Population Council Research that makes a difference

When sperm leave the testis, they can neither swim nor fertilize an egg. However, they acquire these abilities during their transit through the epididymis, the organ through which they pass immediately after leaving the testis (Figure 1).

The Population Council conducts research on how sperm become activated within the epididymis. If scientists can understand how the activator switch gets turned on in the epididymis, they may be able to turn it back off or prevent it from being turned on at all. This would result in a male contraceptive that would allow for normal ejaculation but with infertile sperm. There are several advantages to this approach: production of hundreds of millions of sperm would not have to be blocked, the sperm would simply be inactivated; manipulation of hormone levels within men would not be required; and the method would be relatively quick and reversible.

Sperm not only encounter a number of environments in the male reproductive tract, they also are exposed to a host of environments in the female reproductive tract. In order to function in these different environments, they have developed the ability to segregate proteins into distinct membrane domains. However, if sperm were unable to maintain this segregation, or if they mistargeted their proteins to incorrect domains, they would not function properly, and infertility would be the result.

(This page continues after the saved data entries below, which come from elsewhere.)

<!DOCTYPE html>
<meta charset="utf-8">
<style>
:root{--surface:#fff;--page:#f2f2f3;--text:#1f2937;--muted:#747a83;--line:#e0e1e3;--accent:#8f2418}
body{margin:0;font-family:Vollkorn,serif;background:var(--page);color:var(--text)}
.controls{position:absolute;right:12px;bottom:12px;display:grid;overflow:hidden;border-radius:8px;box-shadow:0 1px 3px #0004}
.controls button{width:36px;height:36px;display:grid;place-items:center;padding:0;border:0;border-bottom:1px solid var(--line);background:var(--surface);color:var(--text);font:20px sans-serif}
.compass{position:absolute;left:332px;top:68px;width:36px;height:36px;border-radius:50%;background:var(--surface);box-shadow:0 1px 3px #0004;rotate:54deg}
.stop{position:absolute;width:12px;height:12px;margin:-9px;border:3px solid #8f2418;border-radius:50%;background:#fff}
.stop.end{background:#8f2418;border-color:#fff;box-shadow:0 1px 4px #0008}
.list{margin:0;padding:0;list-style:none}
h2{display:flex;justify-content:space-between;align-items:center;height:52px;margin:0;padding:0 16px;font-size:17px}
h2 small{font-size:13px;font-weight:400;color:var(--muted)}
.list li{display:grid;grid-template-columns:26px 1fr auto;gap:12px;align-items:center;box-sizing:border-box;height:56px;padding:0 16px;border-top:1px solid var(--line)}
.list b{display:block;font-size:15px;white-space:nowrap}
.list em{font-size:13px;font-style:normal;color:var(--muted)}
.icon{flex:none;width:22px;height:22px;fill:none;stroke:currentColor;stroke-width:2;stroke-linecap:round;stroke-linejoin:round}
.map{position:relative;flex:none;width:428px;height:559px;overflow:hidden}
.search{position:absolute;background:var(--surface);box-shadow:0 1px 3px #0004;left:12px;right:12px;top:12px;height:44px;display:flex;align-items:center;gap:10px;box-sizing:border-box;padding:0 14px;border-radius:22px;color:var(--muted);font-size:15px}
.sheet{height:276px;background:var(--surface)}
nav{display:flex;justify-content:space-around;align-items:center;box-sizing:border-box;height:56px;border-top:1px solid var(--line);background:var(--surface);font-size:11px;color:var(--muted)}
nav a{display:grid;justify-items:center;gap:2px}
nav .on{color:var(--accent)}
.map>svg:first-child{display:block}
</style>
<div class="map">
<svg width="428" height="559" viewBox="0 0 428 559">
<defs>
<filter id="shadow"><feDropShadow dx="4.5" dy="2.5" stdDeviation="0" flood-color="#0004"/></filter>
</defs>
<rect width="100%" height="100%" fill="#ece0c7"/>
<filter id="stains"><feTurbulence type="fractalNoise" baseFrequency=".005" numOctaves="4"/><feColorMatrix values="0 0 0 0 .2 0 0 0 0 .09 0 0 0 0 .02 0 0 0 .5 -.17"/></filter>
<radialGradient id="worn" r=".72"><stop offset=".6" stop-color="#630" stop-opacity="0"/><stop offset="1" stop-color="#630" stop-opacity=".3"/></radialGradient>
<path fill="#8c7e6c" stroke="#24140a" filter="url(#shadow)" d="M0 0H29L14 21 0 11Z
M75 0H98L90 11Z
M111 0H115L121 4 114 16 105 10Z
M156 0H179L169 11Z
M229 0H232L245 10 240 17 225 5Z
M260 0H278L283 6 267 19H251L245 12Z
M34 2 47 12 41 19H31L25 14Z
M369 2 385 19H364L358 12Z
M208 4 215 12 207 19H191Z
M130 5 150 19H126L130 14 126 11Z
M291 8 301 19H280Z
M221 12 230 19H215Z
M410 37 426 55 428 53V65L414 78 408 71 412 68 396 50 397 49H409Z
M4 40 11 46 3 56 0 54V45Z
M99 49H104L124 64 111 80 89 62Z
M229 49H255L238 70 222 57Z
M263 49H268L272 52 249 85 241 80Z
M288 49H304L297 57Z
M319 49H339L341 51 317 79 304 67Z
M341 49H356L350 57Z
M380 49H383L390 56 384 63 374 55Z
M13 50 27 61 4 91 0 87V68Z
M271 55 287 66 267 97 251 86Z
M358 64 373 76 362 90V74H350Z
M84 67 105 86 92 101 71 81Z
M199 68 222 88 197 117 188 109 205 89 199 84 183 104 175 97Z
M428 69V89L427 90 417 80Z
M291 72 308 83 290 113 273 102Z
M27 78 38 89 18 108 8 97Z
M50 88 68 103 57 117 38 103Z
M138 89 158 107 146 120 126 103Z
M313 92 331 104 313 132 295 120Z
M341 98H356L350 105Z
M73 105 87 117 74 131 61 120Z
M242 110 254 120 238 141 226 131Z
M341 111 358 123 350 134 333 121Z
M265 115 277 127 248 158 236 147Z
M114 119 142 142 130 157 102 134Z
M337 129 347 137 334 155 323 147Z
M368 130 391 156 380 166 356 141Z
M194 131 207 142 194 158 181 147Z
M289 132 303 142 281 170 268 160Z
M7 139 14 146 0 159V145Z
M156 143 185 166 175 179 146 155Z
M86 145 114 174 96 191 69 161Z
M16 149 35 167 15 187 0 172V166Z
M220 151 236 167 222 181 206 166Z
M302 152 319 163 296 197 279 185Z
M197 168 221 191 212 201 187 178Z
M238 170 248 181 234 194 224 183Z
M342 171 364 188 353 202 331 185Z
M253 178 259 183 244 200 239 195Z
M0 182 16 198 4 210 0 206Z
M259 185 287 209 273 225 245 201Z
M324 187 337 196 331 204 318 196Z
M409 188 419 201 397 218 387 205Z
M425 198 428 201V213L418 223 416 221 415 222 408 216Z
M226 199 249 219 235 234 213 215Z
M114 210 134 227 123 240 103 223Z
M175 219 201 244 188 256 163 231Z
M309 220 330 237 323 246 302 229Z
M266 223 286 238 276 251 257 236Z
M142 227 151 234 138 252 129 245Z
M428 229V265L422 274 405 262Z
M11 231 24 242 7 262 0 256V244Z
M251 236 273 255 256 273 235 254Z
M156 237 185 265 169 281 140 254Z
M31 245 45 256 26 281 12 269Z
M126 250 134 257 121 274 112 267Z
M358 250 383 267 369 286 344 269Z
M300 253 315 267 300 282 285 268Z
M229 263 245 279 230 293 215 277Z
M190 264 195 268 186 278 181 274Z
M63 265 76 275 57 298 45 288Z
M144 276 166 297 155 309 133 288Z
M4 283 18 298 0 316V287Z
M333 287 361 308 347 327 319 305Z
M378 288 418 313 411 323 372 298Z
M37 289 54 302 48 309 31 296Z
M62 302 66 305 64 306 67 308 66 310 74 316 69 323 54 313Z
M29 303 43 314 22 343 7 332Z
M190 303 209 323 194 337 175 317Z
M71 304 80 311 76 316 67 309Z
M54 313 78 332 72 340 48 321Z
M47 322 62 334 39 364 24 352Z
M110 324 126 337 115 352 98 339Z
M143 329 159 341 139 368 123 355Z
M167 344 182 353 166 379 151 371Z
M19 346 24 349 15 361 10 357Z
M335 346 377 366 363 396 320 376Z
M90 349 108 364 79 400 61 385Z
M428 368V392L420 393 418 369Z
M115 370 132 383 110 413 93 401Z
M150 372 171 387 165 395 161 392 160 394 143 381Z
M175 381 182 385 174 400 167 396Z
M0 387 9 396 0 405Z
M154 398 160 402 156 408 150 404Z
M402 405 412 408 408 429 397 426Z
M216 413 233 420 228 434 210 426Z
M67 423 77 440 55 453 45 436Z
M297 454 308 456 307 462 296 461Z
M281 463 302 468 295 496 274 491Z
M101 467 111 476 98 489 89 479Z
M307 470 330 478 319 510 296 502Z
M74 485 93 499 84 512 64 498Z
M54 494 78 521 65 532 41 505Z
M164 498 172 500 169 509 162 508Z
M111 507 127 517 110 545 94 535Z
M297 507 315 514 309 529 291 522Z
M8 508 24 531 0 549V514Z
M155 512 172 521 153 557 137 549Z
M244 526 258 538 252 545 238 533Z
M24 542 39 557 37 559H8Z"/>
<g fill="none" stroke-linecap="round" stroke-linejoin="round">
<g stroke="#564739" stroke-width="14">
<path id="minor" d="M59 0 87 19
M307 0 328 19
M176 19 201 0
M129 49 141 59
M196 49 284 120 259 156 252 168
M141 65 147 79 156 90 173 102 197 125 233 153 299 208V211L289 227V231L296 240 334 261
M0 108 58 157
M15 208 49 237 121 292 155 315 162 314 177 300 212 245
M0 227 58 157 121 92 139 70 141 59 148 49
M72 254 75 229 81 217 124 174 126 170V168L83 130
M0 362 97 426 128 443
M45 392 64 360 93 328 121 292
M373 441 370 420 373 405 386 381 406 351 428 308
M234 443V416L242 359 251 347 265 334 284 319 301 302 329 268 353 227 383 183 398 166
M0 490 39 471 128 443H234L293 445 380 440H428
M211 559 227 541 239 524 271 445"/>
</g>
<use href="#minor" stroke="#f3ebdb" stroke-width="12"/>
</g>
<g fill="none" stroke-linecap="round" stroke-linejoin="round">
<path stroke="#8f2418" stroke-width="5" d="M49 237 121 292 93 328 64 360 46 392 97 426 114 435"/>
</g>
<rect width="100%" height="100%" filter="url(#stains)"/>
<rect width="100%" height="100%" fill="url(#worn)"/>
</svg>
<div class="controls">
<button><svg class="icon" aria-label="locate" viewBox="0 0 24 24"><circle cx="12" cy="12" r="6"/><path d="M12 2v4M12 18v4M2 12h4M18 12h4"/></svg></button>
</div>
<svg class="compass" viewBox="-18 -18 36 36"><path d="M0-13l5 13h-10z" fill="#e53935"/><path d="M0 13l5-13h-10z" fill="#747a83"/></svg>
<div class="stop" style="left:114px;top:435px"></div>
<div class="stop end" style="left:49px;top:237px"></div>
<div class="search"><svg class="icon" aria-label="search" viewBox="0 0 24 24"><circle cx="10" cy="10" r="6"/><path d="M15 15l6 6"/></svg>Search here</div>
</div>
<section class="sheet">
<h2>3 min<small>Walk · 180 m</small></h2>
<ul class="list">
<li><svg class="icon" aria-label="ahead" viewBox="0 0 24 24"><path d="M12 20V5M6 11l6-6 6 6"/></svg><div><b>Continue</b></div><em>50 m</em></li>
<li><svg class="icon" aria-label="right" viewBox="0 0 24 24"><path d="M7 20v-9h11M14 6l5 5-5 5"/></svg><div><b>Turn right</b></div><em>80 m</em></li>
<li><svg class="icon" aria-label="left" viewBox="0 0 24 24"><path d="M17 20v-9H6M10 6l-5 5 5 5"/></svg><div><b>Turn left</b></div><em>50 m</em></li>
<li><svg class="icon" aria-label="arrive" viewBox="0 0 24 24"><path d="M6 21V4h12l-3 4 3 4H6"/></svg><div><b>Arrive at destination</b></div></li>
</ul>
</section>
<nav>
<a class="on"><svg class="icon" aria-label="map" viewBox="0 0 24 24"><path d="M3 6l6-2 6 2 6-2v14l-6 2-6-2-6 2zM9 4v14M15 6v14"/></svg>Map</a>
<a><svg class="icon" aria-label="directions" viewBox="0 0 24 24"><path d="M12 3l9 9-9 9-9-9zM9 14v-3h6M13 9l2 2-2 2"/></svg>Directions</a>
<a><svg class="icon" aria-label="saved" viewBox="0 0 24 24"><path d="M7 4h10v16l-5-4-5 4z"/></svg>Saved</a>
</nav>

During epididymal passage, this dramatic polarization takes place: Many proteins found over the entire head of the sperm when just out of the testis segregate into the anterior head domain (AHD) or the posterior head domain (PHD) (Figure 2). Population Council scientists have identified the discrete region (segments II–IV in Figure 1) of the epididymis where this polarization takes place and hypothesize that the triggering event may be the action of one or more proteases acting on the surface of the sperm. 

In vitro studies support this hypothesis, because if the protease trypsin is added to testicular sperm it will induce the surface to undergo polarization that mimics what is seen in vivo. Council staff members have also shown that there is an active protease(s) within the discrete area of the epididymis where surface redistribution occurs, and that it directly works on at least one of the proteins (fertilin) that undergoes polarization into the PHD. The researchers are interested in identifying this protease to test whether it is indeed responsible for initiating the reorganization of the sperm proteins.

Moving proteins into a specific domain is only the first step in polarization; retaining the proteins within the domain is the next. Keeping proteins polarized to a specific membrane domain can be accomplished by two methods: proteins can be immobilized within the membrane so that they physically cannot diffuse away, or barriers at the domain boundaries can prevent the proteins from leaving the area. Barriers at the domain boundaries could range from physical blockades, such as tightly clustered proteins, to thermodynamically unfavorable conditions.

Anchoring the proteins could be accomplished by any of three basic mechanisms: (1) an interaction with the cytoskeleton; (2) an interaction with an extracellular matrix; or (3) an alteration of the fluidity of the lipid bilayer so that proteins could not diffuse. Population Council scientists are investigating the anchoring mechanisms used by various proteins on the sperm surface to understand this process. Unlocking the mechanisms that initiate the polarization of the sperm surface and that ensure the retention of sperm within the domain once segregated there should help in understanding problems of infertility. This knowledge should also allow researchers to identify targets of action for a new generation of male contraceptives.

Former Council senior scientist Gary Hunnicutt was the lead researcher on this project from 2002 to 2009. In 2010, senior scientist Patricia Morris took over responsibility.